Pointing to one graph, he says, "You can see where fuel flow was increased during throttle advancement, and where it decreases during throttle retard. When the throttle was pushed up, we lost our engine pressure ratio, which is essentially an indication of air flow through the engine. It dropped in less than a second."

Showing on the chart where the throttle was pulled back, Alabach adds, "The EGT continued to rise because the engine wasn’t getting enough air passing through it. That’s a data graph picture of what a compressor stall looks like. The next time we see a graphic depiction like it from EIDS data, it won’t take us long to recognize the anomaly."

Pointing to a graph of an over-temping engine, Alabach says, "I want to know if the flight crew is causing it or if it is an engine problem. I can see the engine pressure ratio and other data is all on target, which indicates that the crew didn’t over-boost it."

Indicating another point on the chart, he adds, "You can see the EGT creep over the red line and the fuel flow is right about there, and here’s the N1 and N2 speeds. So from that, I know I’ve got a problem with the engine."

Alabach explains that each EIDS snapshot provides a unique pattern that, when compared with future anomalies, would help Northwest identify similar situations more efficiently. "It is a positive dimension of the EIDS that we hadn’t anticipated but are very happy to have discovered," he concludes.

Curing Bad Habits

The EIDS is proving equally useful in helping Northwest identify practices that negatively affect engine performance. One example is EGT exceedances during takeoffs.

When the EIDS was first installed, recordings of EGT exceedances during takeoff were so prevalent that Northwest mechanics and engineers thought the EIDS units were inaccurate. But with both EIDS displays agreeing that exceedances had occurred, Northwest looked at cockpit procedures and discovered that rapid application of the throttles was causing the EGT exceedances.

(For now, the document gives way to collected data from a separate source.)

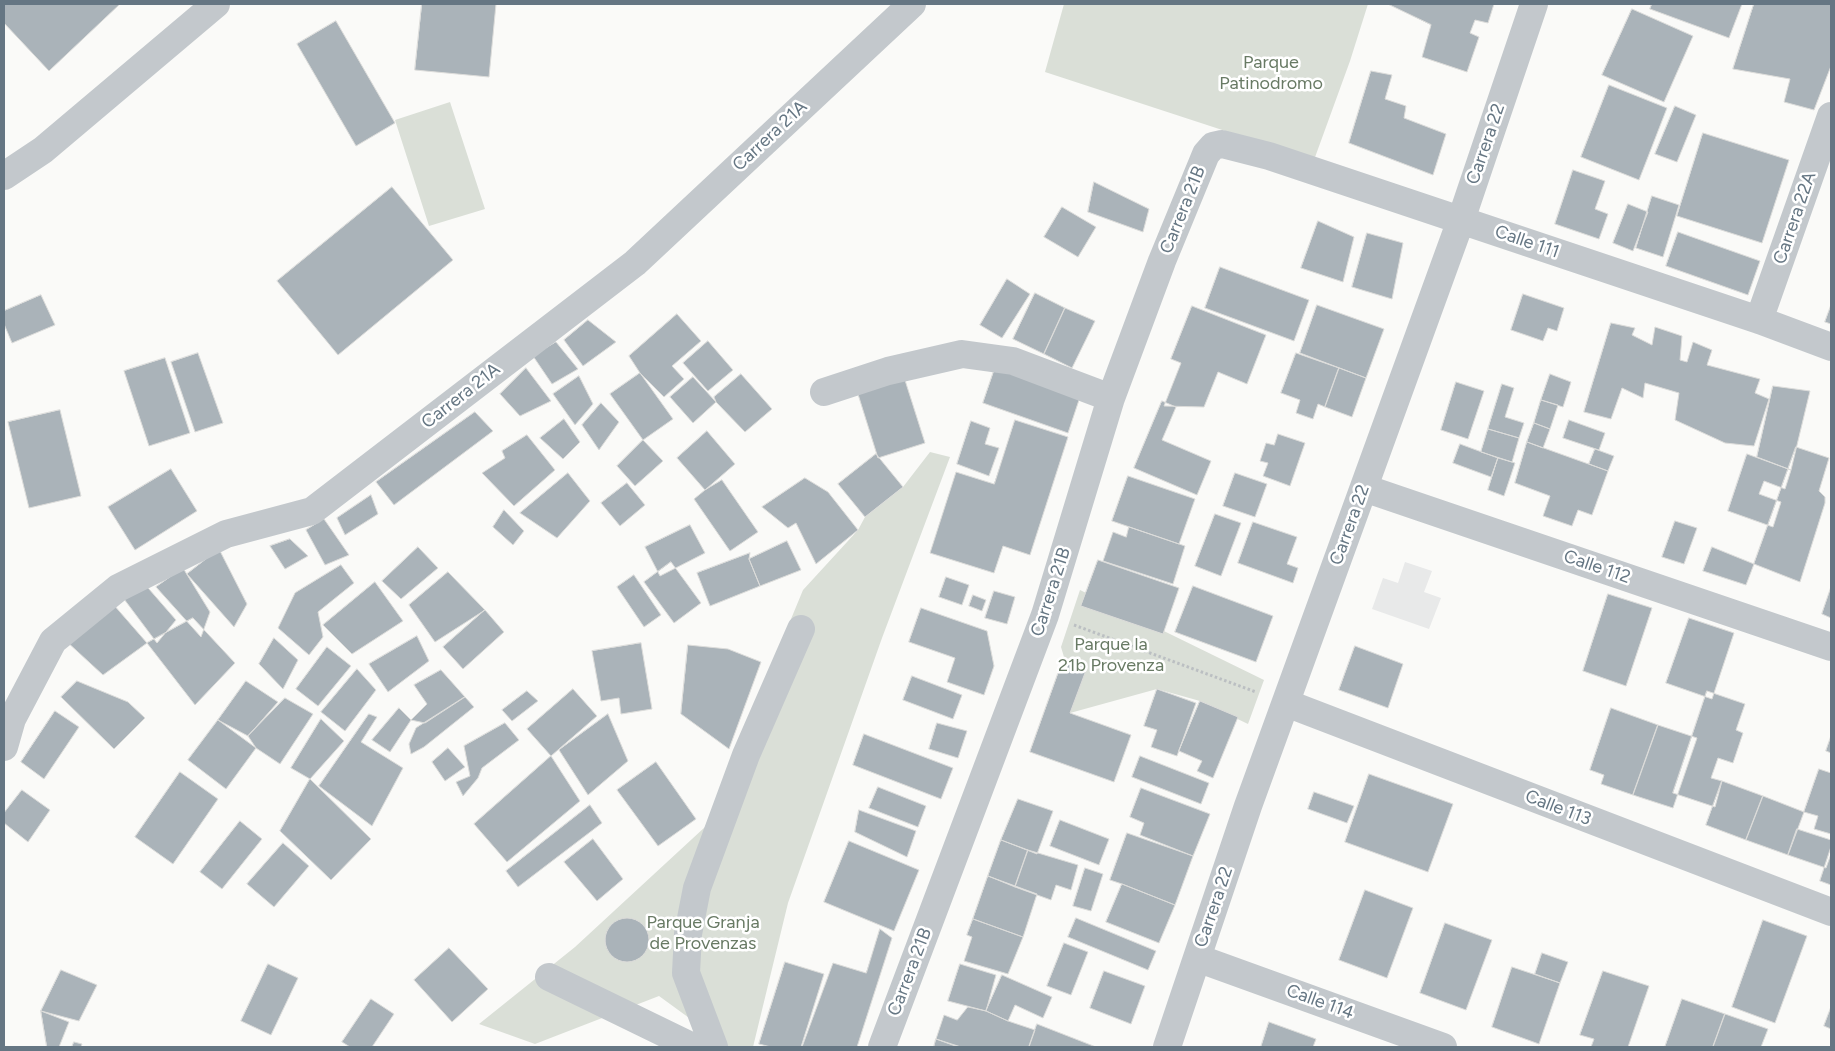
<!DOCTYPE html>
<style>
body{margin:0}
#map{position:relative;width:1835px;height:1051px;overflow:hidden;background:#fafaf8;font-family:Figtree,sans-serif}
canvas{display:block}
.frame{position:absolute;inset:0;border:5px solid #657683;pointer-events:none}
</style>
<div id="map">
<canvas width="1835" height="1051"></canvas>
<div class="frame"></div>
</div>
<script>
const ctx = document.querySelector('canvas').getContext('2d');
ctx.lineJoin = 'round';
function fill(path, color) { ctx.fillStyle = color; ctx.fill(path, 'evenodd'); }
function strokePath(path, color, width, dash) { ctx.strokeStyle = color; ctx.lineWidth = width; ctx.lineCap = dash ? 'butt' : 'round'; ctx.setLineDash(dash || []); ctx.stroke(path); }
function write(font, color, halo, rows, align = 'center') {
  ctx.font = font + ' Figtree,sans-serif'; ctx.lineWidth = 5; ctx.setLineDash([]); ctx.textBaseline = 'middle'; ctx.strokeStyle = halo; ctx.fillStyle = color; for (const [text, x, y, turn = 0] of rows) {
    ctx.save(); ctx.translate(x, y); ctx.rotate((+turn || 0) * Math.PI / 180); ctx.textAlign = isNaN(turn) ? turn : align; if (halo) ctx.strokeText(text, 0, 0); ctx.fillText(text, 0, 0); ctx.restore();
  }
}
const built = new Path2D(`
 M1405 562 1432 571 1424 592 1441 598 1429 629 1372 609 1383 578 1398 583Z`);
const green = new Path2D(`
 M1064 4H1368L1350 61 1314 160 1045 72Z
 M450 102 485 209 429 226 395 120Z
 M930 452 950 457 882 638 788 903 753 1047H729L659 996 535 1044 479 1024 575 947 705 827 803 590 858 530 865 517 903 487Z
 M1080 590 1264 680 1248 724 1200 701 1157 689 1070 713 1064 657 1061 647Z`);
const building = new Path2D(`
 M4 4H120L49 71 4 23Z
 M422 4H496L489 77 415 70Z
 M1388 4H1494L1488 23 1475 20 1470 33 1479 37 1467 72 1422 57 1431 25Z
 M1652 4H1742L1729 38 1650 9Z
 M1754 4H1831V66L1814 110 1784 102 1790 79 1733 69Z
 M1632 9 1693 36 1664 102 1602 75Z
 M336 21 395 123 356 146 297 44Z
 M1371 71 1392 75 1385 99 1406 106 1404 118 1446 134 1433 175 1349 143Z
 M1609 85 1667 108 1639 180 1581 157Z
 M1675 106 1696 115 1677 162 1655 154Z
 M1703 133 1789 160 1762 243 1677 216Z
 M1573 170 1605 181 1595 209 1608 214 1599 239 1555 224Z
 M1094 182 1149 209 1143 232 1088 212Z
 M392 187 453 260 338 355 277 281Z
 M1652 196 1679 205 1663 257 1636 248Z
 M1628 204 1648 212 1633 251 1613 243Z
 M1062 207 1096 227 1078 257 1044 237Z
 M1318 221 1354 237 1343 282 1301 268Z
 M1678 232 1760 261 1748 295 1666 266Z
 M1367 233 1403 243 1392 299 1352 287Z
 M1220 267 1309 300 1294 341 1205 308Z
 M1007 279 1030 294 1002 338 980 325Z
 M1035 293 1065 308 1044 354 1013 339Z
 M1523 294 1564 308 1557 331 1548 328 1543 341 1511 330Z
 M41 295 55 325 12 343 4 324V311Z
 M1317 305 1384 329 1366 378 1300 353Z
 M1831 305V324L1825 322Z
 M1192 306 1266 335 1247 384 1218 372 1204 407 1164 406 1181 363 1171 359Z
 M1065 308 1095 321 1072 368 1044 354Z
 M677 314 701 341 672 366 684 379 664 397 640 373 629 356Z
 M588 320 616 342 583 366 564 340Z
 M1611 323 1635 328 1632 335 1652 345 1655 327 1682 336 1680 360 1687 362 1693 342 1712 350 1707 365 1760 379 1755 393 1769 399 1754 446 1725 443 1675 420 1679 393 1645 383 1643 398 1622 388 1611 419 1584 412Z
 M708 341 733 370 708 391 683 363Z
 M556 342 578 369 552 384 533 356Z
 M198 353 223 423 195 432 171 362Z
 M1296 353 1339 368 1325 407 1318 404 1313 419 1296 413 1300 400 1281 393Z
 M165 358 190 433 149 446 124 371Z
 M997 362 1082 391 1068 433 983 403Z
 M526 368 551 401 520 416 500 394Z
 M1339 368 1366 378 1352 417 1325 407Z
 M640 373 673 419 643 440 610 394Z
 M741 374 772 409 745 432 716 402 714 397Z
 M1550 374 1571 382 1563 407 1541 400Z
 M579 376 593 404 575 425 553 394Z
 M693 377 716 402 693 423 670 397Z
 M904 377 925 443 878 458 857 391Z
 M1456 382 1484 391 1468 439 1441 430Z
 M1502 384 1514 388 1505 417 1524 423 1519 438 1488 429Z
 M1773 386 1810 391 1791 470 1757 457Z
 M1541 400 1558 405 1550 429 1534 423Z
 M1162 401 1176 407 1162 440 1211 461 1197 495 1134 468Z
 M601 403 619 422 599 450 582 425Z
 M60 410 81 496 29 508 8 422Z
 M475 412 493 431 394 505 376 482Z
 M564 419 580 442 563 459 540 438Z
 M1015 420 1068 437 1030 555 1003 546 994 573 930 553 956 472 994 484Z
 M1569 420 1605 433 1599 450 1563 438Z
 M971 421 990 428 985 444 999 448 989 476 957 464Z
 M1534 423 1550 429 1543 448 1527 442Z
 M1488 429 1519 438 1512 462 1481 452Z
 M707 431 735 464 705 490 677 458Z
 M1278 434 1305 443 1290 486 1263 476 1268 463 1260 461 1266 443 1274 445Z
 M527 435 555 470 514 506 482 473 505 458 502 451Z
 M643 440 663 461 635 486 617 466Z
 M1527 442 1608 471 1592 515 1578 510 1572 526 1543 516 1550 496 1515 483Z
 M1460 444 1498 458 1491 477 1453 463Z
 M1796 447 1829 458 1819 491 1825 497V503L1800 582 1754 564Z
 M1595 449 1614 456 1608 471 1589 464Z
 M876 454 903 487 865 517 838 484Z
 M1747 454 1791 470 1785 489 1764 481 1759 494 1781 502 1773 527 1728 511Z
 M1498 458 1515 463 1504 496 1488 490Z
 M171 469 197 511 135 550 108 507Z
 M568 473 590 501 557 538 520 513Z
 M1235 473 1267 484 1255 517 1223 506Z
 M1128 476 1195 499 1179 544 1112 521Z
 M805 478 828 492 858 530 816 564 796 523 788 528 762 507Z
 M722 480 758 532 730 551 694 499 705 490Z
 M627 483 645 505 620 526 601 503Z
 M371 495 378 514 345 535 337 518Z
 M504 510 524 531 513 545 493 527Z
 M1215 514 1241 523 1221 576 1195 566Z
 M324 519 349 555 325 565 306 530Z
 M1675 521 1697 528 1684 564 1662 557Z
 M1253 522 1297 537 1287 564 1298 568 1293 583 1238 563Z
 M690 525 705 553 660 576 645 547Z
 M1129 527 1185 546 1173 584 1103 561 1113 532 1126 537Z
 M290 539 308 556 285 569 270 546Z
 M787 541 801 570 760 586 749 559Z
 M418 547 438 568 401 599 382 581Z
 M1712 547 1754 564 1746 585 1703 571Z
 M219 549 247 604 234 627 187 574Z
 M750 553 749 559 760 586 710 606 697 573Z
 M1098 560 1179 588 1163 634 1081 606Z
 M671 562 701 603 674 623 644 582Z
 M341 565 354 583 318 612 323 637 309 655 278 628 295 593Z
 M183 568 210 612 201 637 156 587Z
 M448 572 485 610 435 642 409 605Z
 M634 575 661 615 644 627 617 587Z
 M946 577 969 585 962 605 939 597Z
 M142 581 176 620 157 643 121 595Z
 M375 582 403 621 352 654 323 625Z
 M1193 586 1273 616 1256 662 1175 632Z
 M1831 587V618L1822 614Z
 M994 591 1015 597 1007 624 985 618Z
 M1608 594 1652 608 1626 686 1583 671Z
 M973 595 986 600 982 611 969 606Z
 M113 604 147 643 103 675 65 640Z
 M921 608 987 631 994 666 984 695 947 682 955 658 909 642Z
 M485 610 504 632 463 669 443 647Z
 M193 618 235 663 195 705 147 643Z
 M1689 618 1734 633 1712 699 1666 683Z
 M417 636 429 661 388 692 369 664Z
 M274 638 298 660 283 689 259 664Z
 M641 643 652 709 621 714 619 698 601 701 592 651Z
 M688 645 728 649 761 662 729 749 681 714Z
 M1355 646 1403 664 1388 708 1339 690Z
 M327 647 351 666 318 706 296 689Z
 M1064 657 1088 665 1070 713 1131 735 1114 782 1030 752Z
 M357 669 376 690 345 731 321 712Z
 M441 670 465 697 425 723 411 720 427 704 414 685Z
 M912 676 962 695 953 719 903 700Z
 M77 681 128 702 145 718 114 749 61 697Z
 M246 681 278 702 248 736 218 720Z
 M573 689 597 716 551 756 527 729Z
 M1157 689 1196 703 1177 756 1151 747 1157 730 1144 726Z
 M527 691 538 701 512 721 502 710Z
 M1707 691 1745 704 1736 730 1743 733 1733 763 1718 758 1711 778 1722 781 1715 807 1673 793Z
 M465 697 474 707 424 747 411 754 409 744 416 728Z
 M285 698 313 714 280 764 256 748 248 736Z
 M1200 701 1238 717 1213 778 1197 771 1202 761 1179 751Z
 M399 708 411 720 390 752 372 740Z
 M1611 708 1658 725 1633 795 1601 784 1604 775 1590 770Z
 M55 711 79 727 44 779 21 762Z
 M369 714 377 717 361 742 403 768 372 826 319 786Z
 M608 714 628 761 588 795 559 750Z
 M321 719 344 741 310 779 291 768Z
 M218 720 256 748 226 789 188 760Z
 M505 723 519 740 482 768 478 778 463 796 456 782 470 776 464 746Z
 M937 723 967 731 958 758 929 749Z
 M1658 725 1697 738 1673 808 1633 795Z
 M864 734 953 768 941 799 853 765Z
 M1831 736V753L1826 751Z
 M448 748 465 767 445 781 432 762Z
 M551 756 580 801 507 862 474 824Z
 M1140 756 1209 783 1201 804 1132 777Z
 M656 762 696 819 658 846 617 790Z
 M1819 769 1831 773V834L1814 829 1818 816 1804 812Z
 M180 772 218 799 173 864 135 837Z
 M1369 774 1453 804 1428 872 1345 842Z
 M310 779 371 839 331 880 280 831Z
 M1722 781 1763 796 1746 840 1706 825Z
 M878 787 926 806 918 827 869 808Z
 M1141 788 1210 814 1193 856 1140 835 1144 823 1130 817Z
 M22 790 50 810 28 842 4 823V813Z
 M1314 792 1354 806 1347 823 1308 809Z
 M1763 796 1804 812 1788 855 1746 840Z
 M1018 799 1053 811 1037 854 1001 840Z
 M590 805 602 823 518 887 506 871Z
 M859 810 916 831 907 857 855 832Z
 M1060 820 1109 839 1099 865 1050 846Z
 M240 821 262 839 222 889 200 872Z
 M1797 829 1831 840V854L1826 868 1788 855Z
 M1127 833 1193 856 1175 905 1122 884 1110 880Z
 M593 839 623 879 597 901 564 862Z
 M1001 840 1028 850 1015 887 988 876Z
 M849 841 919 870 894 931 824 902Z
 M283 843 309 866 274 907 247 884Z
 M1831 847V885L1820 881Z
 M1028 850 1078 865 1071 890 1056 885 1051 900 1015 887Z
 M1085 868 1103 874 1091 911 1073 906Z
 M988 876 1037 894 1023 937 973 919Z
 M1122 884 1175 905 1159 943 1106 922Z
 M1365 890 1413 908 1387 978 1339 960Z
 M605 940a22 22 0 1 1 44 0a22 22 0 1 1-44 0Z
 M1076 918 1156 951 1148 970 1068 937Z
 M973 919 1023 937 1008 974 964 961 972 937 967 935Z
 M1763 920 1807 936 1775 1023 1732 1007Z
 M1445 923 1492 940 1466 1010 1420 993Z
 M880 929 892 938 857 1047H802L833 963 866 973Z
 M1064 943 1088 952 1071 995 1047 986Z
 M449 948 488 989 452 1022 414 980Z
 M1542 953 1568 962 1560 983 1535 974Z
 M785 962 824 974 801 1047H771L759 1044Z
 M268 964 298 978 271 1035 241 1021Z
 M960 964 996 975 986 1011 948 1001Z
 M1512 967 1560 983 1539 1044 1492 1027Z
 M61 970 97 985 79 1021 41 1011Z
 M1104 971 1145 986 1131 1024 1090 1008Z
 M1603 971 1649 986 1628 1047H1591L1594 1039 1580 1035Z
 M1002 975 1052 997 1043 1018 1015 1005 1008 1021 986 1011Z
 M371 999 394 1014 372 1047H350L342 1042Z
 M1682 999 1725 1014 1713 1047H1665Z
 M968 1007 986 1011 1008 1021 1035 1030 1029 1047H961L936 1039 944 1015 957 1020Z
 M1831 1007V1029L1824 1026Z
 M41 1011 69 1022 59 1047H47Z
 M1725 1014 1768 1029 1761 1047H1713Z
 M1269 1022 1316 1039 1313 1047H1261Z
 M1037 1024 1096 1047H1029Z
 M936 1039 958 1047H934Z
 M74 1042 82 1044 81 1047H72Z`);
const path = new Path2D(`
 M1074 625 1256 692`);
const minor = new Path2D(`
 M4 176 43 150 216 4
 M1759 320 1831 116
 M824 392 888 371 962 354 1013 361 1111 398
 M1364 488 1831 647
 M1286 703 1831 912
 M4 747 12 719 53 641 118 588 226 534 312 511 635 263 912 4
 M1197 958 1443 1047
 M549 977 693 1047
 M714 1047 686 973 688 934 697 888 746 755 801 629
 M882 1047 1045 615 1111 398 1162 261 1206 154 1213 146 1222 144 1269 156 1759 320 1831 347
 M1167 1047 1248 806 1461 220 1534 4`);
const parkNames = [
 ["Parque",1271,63],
 ["Patinodromo",1271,84],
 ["Parque la",1111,645],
 ["21b Provenza",1111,666],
 ["Parque Granja",703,923],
 ["de Provenzas",703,944]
];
const streetNames = [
 ["Carrera 21A",770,136,-43],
 ["Carrera 22",1486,144,-71],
 ["Carrera 21B",1183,210,-68],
 ["Carrera 22A",1795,218,-71],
 ["Calle 111",1527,242,19],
 ["Carrera 21A",461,396,-38],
 ["Carrera 22",1350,525,-70],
 ["Calle 112",1597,567,19],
 ["Carrera 21B",1051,592,-72],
 ["Calle 113",1558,808,21],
 ["Carrera 22",1214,907,-71],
 ["Carrera 21B",910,972,-69],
 ["Calle 114",1320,1002,20]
];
fill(built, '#e8e9e9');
fill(green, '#dadfd7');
fill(building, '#aab3b9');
strokePath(building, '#dcdcda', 1);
strokePath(path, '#bbbfc2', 3, [2.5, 2.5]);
strokePath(minor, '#c3c8cc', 28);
write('18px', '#687a64', '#fff', parkNames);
write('18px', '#657683', '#fff', streetNames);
</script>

"Because there are a lot of gears and pulleys, the old indicator lagged the engine as the engine RPM spooled up," Cox explains. "By the time the pilot noted the proper settings and backed off the throttles, it was too late."

Alabach provides another example. Pointing to a chart of EIDS data, he explains, "This indicates several exceedances have occurred because all three engines were pushed over the limit. That information helps us identify that the EGT was caused by operational procedures and was not an engine problem."

Summing up the significance of Northwest’s switch to the EIDS on its B747s and DC10s, Walter Branz, B747 project engineer, says, "The knowledge provided by EIDS data translates into very big savings for Northwest Airlines. It helps us identify engines that need to be pulled and, just as importantly, it helps us identify engines that can stay on the wing. At a million dollars or more per removal, there is no question that the EIDS is making Northwest Airlines more competitive on the bottom line and in the minds of our customers."